Collected data entries:
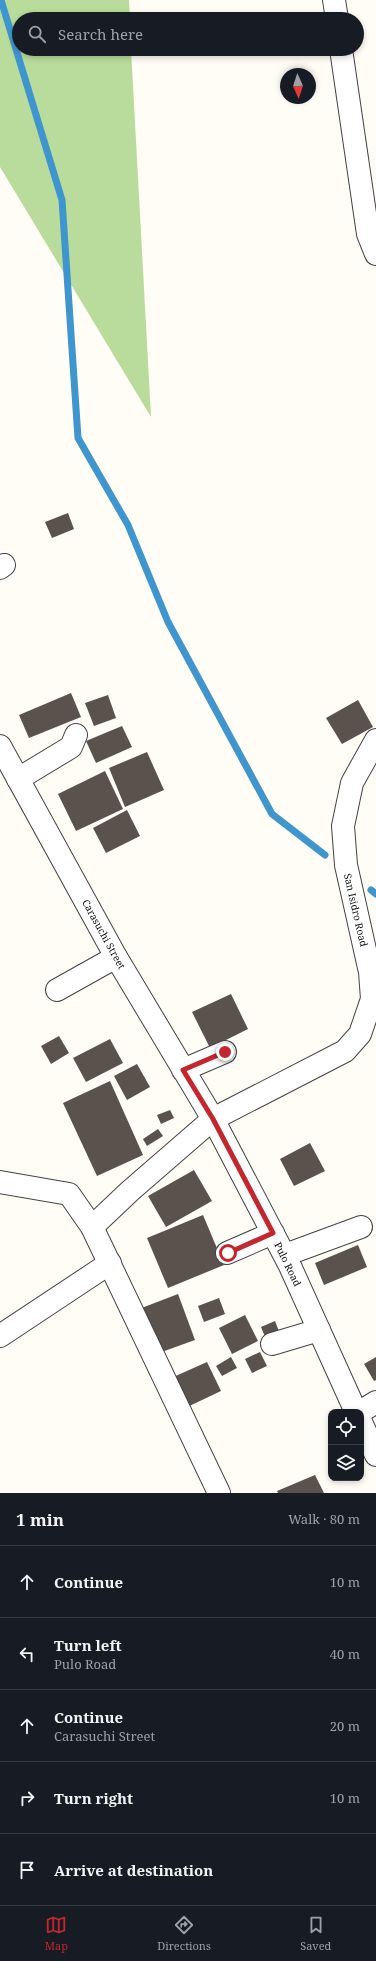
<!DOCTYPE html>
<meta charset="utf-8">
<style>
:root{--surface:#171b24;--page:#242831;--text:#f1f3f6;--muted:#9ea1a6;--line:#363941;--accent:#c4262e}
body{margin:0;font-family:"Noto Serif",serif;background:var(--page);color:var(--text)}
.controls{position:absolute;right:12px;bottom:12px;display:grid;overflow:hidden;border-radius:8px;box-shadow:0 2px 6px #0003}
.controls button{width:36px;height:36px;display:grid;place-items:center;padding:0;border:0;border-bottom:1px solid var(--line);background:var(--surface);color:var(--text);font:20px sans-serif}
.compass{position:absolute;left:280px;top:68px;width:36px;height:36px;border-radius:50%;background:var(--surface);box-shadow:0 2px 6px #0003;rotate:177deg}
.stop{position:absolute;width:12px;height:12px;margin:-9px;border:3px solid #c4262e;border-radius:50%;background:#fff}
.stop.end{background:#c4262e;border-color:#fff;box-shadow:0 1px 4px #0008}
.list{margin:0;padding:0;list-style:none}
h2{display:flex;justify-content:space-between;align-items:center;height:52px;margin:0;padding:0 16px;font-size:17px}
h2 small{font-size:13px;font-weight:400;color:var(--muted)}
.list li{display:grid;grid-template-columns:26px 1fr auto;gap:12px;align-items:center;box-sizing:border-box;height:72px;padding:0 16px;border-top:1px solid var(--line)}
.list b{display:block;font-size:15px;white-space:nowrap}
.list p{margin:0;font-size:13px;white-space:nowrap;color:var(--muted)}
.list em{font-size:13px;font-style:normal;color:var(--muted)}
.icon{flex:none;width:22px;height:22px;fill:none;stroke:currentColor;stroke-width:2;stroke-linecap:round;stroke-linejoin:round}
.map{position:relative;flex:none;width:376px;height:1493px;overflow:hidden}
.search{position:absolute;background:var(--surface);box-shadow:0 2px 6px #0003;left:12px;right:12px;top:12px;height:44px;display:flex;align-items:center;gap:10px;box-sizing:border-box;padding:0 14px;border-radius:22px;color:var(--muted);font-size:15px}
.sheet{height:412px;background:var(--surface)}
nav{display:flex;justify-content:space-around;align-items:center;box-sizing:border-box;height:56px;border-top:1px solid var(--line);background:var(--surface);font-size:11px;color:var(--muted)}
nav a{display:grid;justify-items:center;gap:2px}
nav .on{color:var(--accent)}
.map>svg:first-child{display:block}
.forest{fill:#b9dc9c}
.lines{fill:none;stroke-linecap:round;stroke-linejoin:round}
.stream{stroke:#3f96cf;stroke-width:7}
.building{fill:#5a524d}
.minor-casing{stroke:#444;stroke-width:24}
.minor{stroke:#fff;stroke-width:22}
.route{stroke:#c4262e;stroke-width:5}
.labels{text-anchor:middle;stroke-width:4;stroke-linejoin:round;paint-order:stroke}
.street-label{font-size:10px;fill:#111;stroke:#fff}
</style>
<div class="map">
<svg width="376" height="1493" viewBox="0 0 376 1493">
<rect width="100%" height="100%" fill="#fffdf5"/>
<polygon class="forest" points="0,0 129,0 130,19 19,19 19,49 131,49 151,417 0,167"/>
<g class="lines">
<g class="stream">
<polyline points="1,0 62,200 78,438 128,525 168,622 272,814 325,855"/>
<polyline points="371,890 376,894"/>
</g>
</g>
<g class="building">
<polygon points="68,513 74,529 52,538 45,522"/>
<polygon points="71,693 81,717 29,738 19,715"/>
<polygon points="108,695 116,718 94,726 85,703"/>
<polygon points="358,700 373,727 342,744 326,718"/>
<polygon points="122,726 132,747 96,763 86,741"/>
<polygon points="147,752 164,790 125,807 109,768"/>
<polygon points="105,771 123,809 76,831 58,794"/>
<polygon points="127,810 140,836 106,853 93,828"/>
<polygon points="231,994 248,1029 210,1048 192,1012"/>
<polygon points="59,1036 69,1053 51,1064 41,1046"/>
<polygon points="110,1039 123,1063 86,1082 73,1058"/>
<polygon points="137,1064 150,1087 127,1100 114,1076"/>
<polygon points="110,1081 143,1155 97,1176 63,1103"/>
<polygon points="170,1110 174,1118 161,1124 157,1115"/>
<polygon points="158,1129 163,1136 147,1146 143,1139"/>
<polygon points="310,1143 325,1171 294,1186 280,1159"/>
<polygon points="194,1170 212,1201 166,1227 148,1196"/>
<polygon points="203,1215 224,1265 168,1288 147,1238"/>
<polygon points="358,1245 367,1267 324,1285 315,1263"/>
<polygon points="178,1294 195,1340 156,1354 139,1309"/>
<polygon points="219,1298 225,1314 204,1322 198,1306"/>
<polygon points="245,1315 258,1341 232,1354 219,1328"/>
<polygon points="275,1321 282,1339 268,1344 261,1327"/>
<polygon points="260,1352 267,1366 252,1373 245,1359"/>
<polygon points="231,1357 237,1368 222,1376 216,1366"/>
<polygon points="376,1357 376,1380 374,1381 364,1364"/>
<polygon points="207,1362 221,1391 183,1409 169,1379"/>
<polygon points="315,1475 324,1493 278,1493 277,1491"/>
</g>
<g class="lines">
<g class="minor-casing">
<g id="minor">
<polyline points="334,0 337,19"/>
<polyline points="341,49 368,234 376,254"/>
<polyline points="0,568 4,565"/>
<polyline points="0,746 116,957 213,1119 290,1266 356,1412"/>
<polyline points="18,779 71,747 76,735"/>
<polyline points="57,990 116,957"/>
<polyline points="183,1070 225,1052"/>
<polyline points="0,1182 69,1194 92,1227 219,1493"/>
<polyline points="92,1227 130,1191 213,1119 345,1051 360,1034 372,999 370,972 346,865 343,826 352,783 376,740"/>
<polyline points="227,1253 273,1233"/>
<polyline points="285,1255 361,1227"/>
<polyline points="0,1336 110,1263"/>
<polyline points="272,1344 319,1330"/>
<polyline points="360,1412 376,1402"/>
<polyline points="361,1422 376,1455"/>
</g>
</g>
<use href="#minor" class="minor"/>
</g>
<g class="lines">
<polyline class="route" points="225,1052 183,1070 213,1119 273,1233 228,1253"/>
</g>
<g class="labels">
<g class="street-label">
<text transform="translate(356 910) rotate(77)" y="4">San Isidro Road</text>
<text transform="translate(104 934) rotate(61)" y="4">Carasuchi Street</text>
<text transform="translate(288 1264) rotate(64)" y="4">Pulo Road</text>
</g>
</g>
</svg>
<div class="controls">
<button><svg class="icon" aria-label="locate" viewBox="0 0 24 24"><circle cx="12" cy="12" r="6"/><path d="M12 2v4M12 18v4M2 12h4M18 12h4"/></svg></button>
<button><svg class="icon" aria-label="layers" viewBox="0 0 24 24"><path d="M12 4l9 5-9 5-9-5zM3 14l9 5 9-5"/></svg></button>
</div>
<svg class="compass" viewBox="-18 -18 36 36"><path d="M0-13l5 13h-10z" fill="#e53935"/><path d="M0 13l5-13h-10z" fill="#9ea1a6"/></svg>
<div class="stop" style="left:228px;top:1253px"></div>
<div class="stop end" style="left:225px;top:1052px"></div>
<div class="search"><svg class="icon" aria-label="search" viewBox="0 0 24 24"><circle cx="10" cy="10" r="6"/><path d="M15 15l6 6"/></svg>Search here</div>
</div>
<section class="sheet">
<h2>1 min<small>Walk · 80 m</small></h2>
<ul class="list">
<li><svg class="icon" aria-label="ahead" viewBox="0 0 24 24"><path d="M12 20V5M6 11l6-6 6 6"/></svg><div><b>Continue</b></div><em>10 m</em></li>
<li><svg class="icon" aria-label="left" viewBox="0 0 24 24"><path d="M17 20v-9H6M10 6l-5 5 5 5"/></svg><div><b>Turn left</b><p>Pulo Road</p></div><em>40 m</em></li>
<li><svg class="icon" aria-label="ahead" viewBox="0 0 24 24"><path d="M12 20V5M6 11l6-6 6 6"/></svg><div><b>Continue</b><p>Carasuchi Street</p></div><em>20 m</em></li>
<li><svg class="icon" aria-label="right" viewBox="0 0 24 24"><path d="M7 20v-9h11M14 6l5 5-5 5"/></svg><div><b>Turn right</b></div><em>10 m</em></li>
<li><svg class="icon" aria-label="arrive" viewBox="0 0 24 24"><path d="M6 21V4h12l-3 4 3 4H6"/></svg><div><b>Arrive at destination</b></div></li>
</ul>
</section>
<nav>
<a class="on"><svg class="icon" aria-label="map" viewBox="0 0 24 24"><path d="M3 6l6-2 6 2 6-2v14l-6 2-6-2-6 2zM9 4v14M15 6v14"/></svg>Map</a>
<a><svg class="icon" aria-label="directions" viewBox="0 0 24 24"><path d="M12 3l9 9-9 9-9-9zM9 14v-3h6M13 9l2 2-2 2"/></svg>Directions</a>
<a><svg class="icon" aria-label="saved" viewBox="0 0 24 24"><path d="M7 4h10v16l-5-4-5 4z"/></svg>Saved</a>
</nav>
--
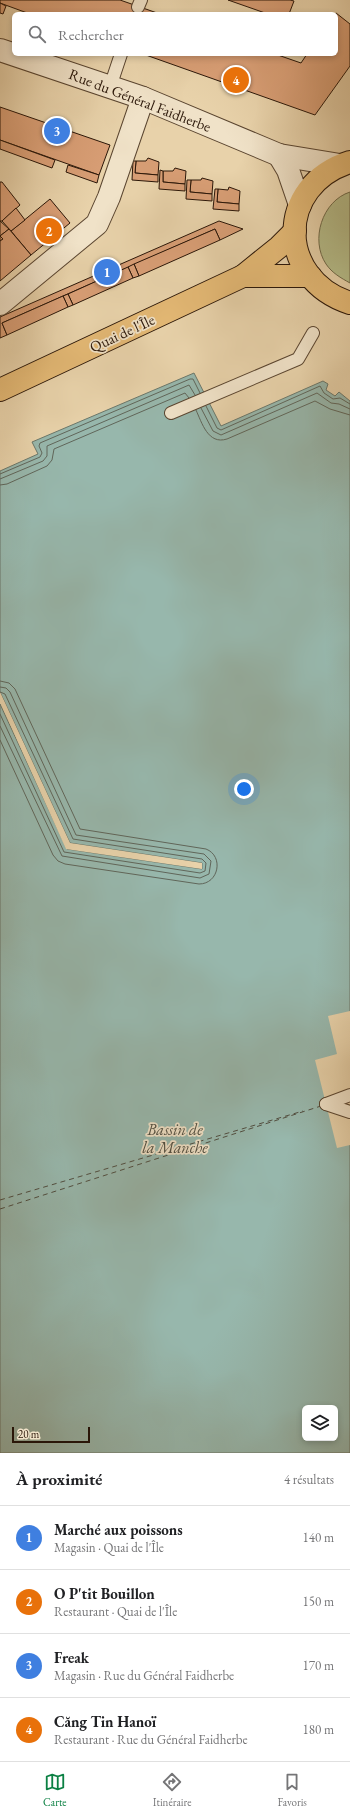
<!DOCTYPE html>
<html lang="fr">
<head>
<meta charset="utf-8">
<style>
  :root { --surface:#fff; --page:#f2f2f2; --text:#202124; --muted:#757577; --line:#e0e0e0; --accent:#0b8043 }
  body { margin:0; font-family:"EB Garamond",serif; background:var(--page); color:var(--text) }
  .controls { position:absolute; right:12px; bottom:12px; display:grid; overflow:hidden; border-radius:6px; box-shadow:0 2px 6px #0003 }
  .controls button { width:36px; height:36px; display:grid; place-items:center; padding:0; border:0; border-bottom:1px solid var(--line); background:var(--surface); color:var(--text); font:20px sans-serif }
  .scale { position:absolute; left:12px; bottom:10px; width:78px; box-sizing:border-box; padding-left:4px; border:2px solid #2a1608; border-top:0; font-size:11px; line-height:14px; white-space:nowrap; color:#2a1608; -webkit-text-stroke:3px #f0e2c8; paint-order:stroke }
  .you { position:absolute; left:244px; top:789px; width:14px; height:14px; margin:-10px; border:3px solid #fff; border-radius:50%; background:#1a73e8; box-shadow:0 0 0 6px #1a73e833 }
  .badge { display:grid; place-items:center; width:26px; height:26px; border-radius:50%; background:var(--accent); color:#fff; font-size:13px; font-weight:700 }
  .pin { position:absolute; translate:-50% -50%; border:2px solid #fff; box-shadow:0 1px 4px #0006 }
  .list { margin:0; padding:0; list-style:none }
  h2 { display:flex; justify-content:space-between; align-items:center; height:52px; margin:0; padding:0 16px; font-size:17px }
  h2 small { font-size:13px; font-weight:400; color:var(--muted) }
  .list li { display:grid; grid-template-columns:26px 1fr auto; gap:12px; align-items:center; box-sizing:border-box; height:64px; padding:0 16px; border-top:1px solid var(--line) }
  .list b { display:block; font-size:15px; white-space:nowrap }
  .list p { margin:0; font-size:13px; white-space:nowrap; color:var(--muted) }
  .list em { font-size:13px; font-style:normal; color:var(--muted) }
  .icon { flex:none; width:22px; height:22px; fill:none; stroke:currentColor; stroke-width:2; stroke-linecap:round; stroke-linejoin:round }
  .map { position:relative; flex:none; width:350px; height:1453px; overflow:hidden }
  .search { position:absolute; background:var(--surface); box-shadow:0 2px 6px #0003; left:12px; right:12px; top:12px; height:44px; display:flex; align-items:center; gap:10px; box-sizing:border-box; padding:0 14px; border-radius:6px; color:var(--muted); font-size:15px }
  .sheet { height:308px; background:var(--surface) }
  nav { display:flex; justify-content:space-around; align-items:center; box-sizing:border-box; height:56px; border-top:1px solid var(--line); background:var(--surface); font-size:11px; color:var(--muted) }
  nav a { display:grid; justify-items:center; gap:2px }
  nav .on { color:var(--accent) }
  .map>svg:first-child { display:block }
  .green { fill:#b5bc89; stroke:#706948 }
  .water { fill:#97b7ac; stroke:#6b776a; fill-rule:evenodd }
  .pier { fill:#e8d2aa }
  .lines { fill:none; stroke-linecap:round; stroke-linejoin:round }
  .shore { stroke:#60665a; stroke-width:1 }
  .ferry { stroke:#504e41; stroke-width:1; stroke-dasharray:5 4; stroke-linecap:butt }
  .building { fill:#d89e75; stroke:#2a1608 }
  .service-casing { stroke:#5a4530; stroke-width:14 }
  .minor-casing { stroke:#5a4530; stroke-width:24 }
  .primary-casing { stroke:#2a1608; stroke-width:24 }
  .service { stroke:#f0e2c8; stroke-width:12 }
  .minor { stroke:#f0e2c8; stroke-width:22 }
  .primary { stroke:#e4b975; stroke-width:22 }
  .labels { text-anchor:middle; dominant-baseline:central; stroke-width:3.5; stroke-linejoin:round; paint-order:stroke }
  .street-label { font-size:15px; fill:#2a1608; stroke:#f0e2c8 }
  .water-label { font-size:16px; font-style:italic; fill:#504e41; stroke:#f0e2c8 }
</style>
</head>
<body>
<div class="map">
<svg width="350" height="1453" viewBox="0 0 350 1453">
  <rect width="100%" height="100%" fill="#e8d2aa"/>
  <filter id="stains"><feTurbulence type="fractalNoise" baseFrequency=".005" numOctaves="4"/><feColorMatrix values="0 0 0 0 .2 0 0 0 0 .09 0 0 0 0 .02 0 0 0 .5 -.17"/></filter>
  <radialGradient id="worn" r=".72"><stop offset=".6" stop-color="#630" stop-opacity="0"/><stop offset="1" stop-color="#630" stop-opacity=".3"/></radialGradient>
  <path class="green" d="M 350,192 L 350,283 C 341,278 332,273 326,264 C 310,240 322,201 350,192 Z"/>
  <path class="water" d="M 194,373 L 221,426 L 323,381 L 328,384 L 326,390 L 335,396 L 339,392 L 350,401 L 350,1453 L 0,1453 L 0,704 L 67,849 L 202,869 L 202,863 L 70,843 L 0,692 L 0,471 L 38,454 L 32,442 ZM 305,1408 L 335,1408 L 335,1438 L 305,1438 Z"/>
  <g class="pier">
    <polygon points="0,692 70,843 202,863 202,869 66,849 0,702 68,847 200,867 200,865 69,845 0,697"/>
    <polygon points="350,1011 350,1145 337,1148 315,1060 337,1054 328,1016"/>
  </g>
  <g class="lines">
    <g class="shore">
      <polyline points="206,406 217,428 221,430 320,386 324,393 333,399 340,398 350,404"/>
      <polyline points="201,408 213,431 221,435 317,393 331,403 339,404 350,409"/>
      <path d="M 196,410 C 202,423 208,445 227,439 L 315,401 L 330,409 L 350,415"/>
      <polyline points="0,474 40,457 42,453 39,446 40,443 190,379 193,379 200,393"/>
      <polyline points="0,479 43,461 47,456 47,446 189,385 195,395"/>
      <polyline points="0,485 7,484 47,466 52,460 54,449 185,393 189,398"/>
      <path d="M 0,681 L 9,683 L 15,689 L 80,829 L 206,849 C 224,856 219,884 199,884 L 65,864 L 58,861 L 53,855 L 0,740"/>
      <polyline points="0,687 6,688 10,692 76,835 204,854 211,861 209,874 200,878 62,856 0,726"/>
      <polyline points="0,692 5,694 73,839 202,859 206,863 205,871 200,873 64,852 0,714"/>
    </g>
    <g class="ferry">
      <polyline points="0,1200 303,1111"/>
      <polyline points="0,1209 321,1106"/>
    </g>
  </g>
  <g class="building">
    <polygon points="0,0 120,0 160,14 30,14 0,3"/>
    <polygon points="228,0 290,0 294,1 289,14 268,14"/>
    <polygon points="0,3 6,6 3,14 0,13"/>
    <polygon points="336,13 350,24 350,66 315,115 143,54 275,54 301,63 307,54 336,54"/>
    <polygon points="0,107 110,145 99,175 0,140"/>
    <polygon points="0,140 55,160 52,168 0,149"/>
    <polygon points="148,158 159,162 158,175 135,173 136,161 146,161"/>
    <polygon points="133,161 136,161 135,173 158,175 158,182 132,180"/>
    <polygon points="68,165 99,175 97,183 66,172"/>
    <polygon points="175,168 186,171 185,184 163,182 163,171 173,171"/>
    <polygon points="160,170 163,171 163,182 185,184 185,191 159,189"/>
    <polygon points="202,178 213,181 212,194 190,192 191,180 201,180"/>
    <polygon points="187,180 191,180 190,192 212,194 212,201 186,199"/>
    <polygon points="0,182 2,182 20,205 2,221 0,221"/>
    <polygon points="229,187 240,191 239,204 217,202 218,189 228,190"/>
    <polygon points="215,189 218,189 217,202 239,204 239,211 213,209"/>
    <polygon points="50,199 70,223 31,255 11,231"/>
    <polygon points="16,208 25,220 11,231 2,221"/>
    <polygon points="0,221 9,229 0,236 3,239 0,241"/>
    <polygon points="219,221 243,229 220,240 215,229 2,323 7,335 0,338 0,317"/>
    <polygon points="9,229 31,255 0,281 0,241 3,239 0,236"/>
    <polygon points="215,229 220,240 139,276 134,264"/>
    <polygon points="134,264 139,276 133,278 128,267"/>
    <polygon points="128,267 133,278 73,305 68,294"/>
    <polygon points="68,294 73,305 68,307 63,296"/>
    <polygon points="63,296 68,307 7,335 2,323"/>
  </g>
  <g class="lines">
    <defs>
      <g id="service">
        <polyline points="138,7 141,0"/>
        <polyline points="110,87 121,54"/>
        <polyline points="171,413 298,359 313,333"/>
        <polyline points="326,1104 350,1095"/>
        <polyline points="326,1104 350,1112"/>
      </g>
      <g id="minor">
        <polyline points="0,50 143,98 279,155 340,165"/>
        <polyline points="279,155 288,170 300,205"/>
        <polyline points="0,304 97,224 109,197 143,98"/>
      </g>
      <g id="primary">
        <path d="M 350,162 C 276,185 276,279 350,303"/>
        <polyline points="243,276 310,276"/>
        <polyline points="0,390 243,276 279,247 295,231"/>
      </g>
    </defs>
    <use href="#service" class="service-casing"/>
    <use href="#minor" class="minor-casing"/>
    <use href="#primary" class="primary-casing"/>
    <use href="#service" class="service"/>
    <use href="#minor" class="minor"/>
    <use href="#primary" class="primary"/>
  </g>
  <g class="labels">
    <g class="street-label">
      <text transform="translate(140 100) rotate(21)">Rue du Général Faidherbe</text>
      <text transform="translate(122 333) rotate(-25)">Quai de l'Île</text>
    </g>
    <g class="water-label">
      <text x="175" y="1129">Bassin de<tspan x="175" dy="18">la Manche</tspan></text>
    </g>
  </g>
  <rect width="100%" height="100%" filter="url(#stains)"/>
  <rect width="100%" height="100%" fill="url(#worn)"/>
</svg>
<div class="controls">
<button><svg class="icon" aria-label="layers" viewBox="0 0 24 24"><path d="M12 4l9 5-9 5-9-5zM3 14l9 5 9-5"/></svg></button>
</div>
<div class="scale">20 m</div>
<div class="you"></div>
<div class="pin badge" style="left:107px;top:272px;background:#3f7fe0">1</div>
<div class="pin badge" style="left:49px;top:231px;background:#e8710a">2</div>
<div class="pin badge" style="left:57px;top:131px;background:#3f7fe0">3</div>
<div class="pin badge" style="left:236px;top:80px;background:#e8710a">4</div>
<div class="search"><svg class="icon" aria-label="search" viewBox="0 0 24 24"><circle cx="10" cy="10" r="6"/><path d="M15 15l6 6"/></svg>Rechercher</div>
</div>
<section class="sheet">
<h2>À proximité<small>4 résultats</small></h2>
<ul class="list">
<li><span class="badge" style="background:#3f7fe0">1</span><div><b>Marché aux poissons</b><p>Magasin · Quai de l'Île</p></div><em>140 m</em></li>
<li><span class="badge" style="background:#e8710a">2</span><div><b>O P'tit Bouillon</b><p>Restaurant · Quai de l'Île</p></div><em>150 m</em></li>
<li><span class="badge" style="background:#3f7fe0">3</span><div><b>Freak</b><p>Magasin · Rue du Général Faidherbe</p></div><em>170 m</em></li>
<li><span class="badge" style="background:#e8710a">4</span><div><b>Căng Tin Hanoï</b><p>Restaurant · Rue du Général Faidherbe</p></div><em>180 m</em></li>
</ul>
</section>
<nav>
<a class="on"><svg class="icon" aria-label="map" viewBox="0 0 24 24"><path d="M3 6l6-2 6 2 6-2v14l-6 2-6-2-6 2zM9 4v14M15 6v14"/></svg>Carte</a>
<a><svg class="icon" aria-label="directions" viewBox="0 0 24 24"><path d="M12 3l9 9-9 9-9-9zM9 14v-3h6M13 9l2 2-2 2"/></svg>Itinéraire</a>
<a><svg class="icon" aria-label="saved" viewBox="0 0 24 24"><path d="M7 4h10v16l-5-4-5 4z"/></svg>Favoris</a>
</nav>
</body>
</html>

• DESCRIPTION OF THE TASK:
If a line in the records above includes the string "scale", copy it.

• ANSWER AREA:
  .scale { position:absolute; left:12px; bottom:10px; width:78px; box-sizing:border-box; padding-left:4px; border:2px solid #2a1608; border-top:0; font-size:11px; line-height:14px; white-space:nowrap; color:#2a1608; -webkit-text-stroke:3px #f0e2c8; paint-order:stroke }
<div class="scale">20 m</div>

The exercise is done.